Where the word "turn" appears in a line below, copy the whole line.

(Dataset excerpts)
--------------------
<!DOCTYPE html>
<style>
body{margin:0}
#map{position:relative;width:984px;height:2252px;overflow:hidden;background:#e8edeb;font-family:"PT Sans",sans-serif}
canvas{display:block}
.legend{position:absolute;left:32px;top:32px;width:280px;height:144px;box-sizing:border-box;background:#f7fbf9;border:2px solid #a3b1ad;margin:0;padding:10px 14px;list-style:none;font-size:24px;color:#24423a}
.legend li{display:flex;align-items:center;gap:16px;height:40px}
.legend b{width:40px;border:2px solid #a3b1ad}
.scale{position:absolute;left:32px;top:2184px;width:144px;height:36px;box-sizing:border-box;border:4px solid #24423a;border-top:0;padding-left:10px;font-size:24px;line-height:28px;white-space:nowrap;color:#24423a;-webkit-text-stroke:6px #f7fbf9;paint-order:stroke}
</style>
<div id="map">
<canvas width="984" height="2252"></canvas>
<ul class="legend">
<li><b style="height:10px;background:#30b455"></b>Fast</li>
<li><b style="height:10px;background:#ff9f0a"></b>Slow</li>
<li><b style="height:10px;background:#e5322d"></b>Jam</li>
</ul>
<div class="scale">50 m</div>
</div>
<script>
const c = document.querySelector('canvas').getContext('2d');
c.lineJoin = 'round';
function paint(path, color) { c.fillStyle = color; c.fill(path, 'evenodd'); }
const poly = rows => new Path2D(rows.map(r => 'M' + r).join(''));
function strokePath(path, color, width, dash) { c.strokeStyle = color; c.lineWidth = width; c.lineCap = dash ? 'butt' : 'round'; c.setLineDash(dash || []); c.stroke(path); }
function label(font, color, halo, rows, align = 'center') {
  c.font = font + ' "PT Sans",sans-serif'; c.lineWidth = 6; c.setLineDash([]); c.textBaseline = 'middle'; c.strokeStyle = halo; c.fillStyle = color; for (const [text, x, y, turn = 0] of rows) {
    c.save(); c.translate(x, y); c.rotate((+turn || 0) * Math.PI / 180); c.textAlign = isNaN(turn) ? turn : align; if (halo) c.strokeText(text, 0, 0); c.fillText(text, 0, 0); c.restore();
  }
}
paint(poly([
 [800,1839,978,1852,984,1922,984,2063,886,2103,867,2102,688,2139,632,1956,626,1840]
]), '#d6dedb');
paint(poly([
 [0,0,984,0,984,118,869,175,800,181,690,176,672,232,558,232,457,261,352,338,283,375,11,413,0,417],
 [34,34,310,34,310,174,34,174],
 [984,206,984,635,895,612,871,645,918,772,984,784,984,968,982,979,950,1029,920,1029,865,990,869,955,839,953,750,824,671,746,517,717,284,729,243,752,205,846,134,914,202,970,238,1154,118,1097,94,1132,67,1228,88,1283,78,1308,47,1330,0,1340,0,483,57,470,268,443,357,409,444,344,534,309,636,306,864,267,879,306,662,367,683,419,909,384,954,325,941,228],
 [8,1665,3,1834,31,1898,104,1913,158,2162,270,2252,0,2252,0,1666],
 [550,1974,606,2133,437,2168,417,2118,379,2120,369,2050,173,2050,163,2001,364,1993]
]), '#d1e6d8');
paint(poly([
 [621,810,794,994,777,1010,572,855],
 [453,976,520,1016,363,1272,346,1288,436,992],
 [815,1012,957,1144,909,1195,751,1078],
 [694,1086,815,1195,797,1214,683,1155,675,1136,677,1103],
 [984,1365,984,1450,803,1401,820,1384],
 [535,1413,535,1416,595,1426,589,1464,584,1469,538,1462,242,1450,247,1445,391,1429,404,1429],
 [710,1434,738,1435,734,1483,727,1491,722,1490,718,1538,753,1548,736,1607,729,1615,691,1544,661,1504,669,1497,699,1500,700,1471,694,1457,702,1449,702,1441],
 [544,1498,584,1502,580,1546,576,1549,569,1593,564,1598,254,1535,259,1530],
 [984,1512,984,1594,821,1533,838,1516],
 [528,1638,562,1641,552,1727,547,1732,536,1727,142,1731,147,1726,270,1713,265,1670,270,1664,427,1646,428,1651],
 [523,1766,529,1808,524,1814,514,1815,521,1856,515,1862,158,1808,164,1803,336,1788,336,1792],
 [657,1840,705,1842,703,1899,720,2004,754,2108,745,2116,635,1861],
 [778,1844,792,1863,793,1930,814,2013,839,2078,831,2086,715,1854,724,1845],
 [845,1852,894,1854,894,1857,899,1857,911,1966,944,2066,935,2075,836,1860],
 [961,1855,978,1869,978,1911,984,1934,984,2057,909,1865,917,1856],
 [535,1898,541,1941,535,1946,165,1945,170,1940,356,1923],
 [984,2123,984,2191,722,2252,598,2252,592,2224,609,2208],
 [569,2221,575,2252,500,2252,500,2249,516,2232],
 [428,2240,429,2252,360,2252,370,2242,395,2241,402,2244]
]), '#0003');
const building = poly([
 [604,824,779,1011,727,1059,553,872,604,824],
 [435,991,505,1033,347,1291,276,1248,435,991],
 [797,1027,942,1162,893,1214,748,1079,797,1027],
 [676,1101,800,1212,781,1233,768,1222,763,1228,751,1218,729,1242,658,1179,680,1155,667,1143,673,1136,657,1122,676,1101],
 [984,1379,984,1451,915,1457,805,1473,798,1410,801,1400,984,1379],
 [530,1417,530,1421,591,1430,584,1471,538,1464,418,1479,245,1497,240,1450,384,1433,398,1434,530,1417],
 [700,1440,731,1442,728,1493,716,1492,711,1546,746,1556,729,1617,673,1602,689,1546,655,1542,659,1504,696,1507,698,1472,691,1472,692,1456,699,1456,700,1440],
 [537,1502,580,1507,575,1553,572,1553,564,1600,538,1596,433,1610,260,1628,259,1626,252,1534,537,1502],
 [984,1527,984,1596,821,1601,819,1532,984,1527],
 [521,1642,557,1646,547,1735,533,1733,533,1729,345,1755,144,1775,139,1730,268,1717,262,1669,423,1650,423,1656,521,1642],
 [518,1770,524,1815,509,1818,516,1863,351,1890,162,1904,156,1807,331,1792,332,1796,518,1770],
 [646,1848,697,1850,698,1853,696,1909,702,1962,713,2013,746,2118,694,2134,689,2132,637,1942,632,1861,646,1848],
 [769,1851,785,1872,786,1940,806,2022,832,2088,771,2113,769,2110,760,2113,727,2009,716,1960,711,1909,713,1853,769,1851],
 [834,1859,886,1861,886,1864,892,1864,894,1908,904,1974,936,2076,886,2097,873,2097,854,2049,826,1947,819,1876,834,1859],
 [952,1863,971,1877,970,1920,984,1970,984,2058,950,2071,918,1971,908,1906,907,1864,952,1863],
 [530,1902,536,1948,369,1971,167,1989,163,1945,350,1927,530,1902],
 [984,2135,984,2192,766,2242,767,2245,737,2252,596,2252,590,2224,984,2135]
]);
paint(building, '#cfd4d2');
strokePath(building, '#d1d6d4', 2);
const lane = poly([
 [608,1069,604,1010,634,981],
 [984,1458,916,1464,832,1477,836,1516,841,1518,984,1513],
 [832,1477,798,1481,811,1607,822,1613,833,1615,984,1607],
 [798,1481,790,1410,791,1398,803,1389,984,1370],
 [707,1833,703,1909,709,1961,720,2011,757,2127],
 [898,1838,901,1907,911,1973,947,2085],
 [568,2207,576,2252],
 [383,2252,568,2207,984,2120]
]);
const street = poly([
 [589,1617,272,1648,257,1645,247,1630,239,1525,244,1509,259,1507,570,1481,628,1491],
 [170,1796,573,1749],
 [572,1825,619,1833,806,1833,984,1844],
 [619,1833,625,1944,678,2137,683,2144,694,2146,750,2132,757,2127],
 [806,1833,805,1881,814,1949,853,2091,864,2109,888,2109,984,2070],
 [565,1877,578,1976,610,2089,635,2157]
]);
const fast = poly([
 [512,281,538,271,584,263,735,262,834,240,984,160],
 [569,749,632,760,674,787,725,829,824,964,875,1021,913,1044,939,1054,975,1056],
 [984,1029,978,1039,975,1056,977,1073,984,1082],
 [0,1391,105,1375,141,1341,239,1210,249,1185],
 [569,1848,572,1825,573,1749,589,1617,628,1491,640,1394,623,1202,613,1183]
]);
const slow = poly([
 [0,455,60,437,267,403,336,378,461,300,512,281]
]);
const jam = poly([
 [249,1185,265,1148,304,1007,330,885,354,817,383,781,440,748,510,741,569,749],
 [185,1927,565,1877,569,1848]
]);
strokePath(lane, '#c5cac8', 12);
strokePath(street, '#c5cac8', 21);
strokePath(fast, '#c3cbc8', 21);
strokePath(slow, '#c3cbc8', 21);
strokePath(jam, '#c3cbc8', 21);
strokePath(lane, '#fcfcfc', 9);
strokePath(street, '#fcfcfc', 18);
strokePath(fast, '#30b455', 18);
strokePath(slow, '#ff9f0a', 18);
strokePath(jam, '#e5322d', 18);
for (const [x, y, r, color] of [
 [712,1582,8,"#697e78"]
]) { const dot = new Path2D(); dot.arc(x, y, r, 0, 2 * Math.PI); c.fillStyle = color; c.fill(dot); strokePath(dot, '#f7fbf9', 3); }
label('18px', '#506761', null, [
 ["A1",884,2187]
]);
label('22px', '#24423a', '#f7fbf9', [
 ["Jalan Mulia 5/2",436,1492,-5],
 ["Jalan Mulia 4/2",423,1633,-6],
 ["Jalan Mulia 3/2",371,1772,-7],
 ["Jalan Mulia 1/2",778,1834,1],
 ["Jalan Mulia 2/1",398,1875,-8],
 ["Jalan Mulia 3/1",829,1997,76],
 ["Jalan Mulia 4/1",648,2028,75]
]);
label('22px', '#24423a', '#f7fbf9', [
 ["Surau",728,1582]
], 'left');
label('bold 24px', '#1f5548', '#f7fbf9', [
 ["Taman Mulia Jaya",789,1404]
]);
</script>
--------------------
Written solution
  c.font = font + ' "PT Sans",sans-serif'; c.lineWidth = 6; c.setLineDash([]); c.textBaseline = 'middle'; c.strokeStyle = halo; c.fillStyle = color; for (const [text, x, y, turn = 0] of rows) {
    c.save(); c.translate(x, y); c.rotate((+turn || 0) * Math.PI / 180); c.textAlign = isNaN(turn) ? turn : align; if (halo) c.strokeText(text, 0, 0); c.fillText(text, 0, 0); c.restore();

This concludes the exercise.